Crime - Sacto 911

Sacramento bank robbery suspect who died fleeing police identified

The bank robbery suspect who died Friday after his vehicle struck a tree during a police pursuit has been identified by the Sacramento County Coroner’s Office.

Michael Parker, 45, of Sacramento died just after 5:00 p.m. when his silver car hit a tree on 30th Street, south of C Street, causing the vehicle to flip.

Sacramento police spokesman Officer Doug Morse said Parker entered a bank at 48th and J streets at 4:34 p.m. and passed a note to the teller demanding money and indicating that he would take hostages if his demands were not met.

Morse said police officers arrived quickly and the suspect drove off with officers in pursuit. The suspect entered the northbound Capital City Freeway at one point, where he reached speeds of 70 mph, then exited on 30th Street. On 30th just south of C Street, the vehicle, a four-door sedan, hit a tree.

Morse said officers involved in the pursuit reported that the suspect ran red lights but traveled at moderate speeds on city streets, slowing at intersections.

“Any time we’re involved in a vehicle pursuit, it’s tense for everyone involved,” Morse said. “Our first priority is the safety of the public.”

It was fortunate, he said, that no one else was injured or involved in the crash.

Residents in the area of 30th and C streets were shaken.

“We heard the crash,” said Cheryl Uhl, who lives on 30th across from the crash scene. “I thought, ‘Oh, my God, they hit my car.’ It was so close.”

Uhl said she headed outside and saw police getting out of their cars with guns drawn. Officers told her to go back inside.

An ambulance crew arrived and wheeled a gurney over to the vehicle. “When they just went back, I knew the guy was deceased,” Uhl said.

“It’s very unsettling,” she said, noting that the body was still in the vehicle two hours after the crash. As police began to process the scene, Uhl said, she and a neighbor slipped down an alley and headed to McKinley Park.

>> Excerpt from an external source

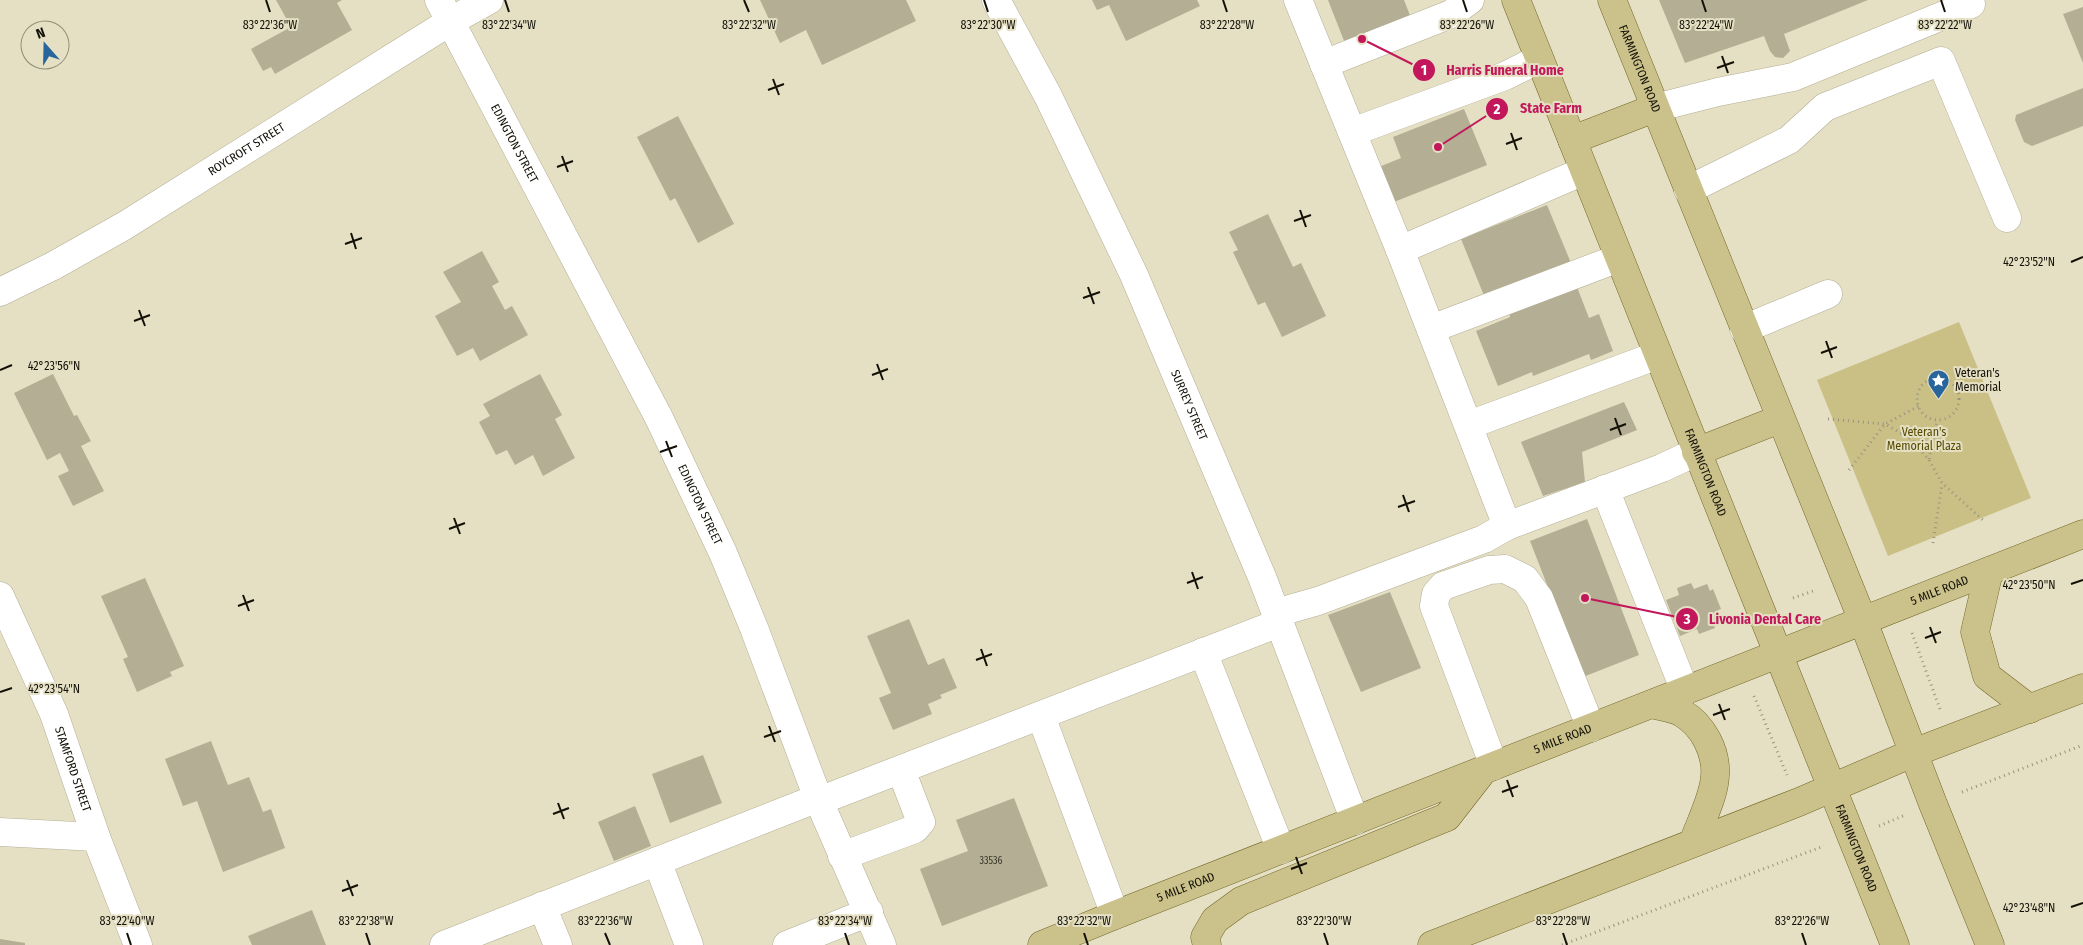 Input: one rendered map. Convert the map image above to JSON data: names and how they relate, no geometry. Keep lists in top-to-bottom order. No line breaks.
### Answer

Jack Stephens said he has lived on C Street, near the 30th Street intersection, since 1984. Motorists often continue down that stretch of 30th Street thinking it leads to another freeway entrance or Cal Expo, not realizing that it comes to a dead end.

Like Uhl, Stephens said he heard sirens and then what sounded like a bomb exploding.

When he went outside, Stephens said, “there was all this white smoke. It was a big cloud. You couldn’t see the freeway or the tree.”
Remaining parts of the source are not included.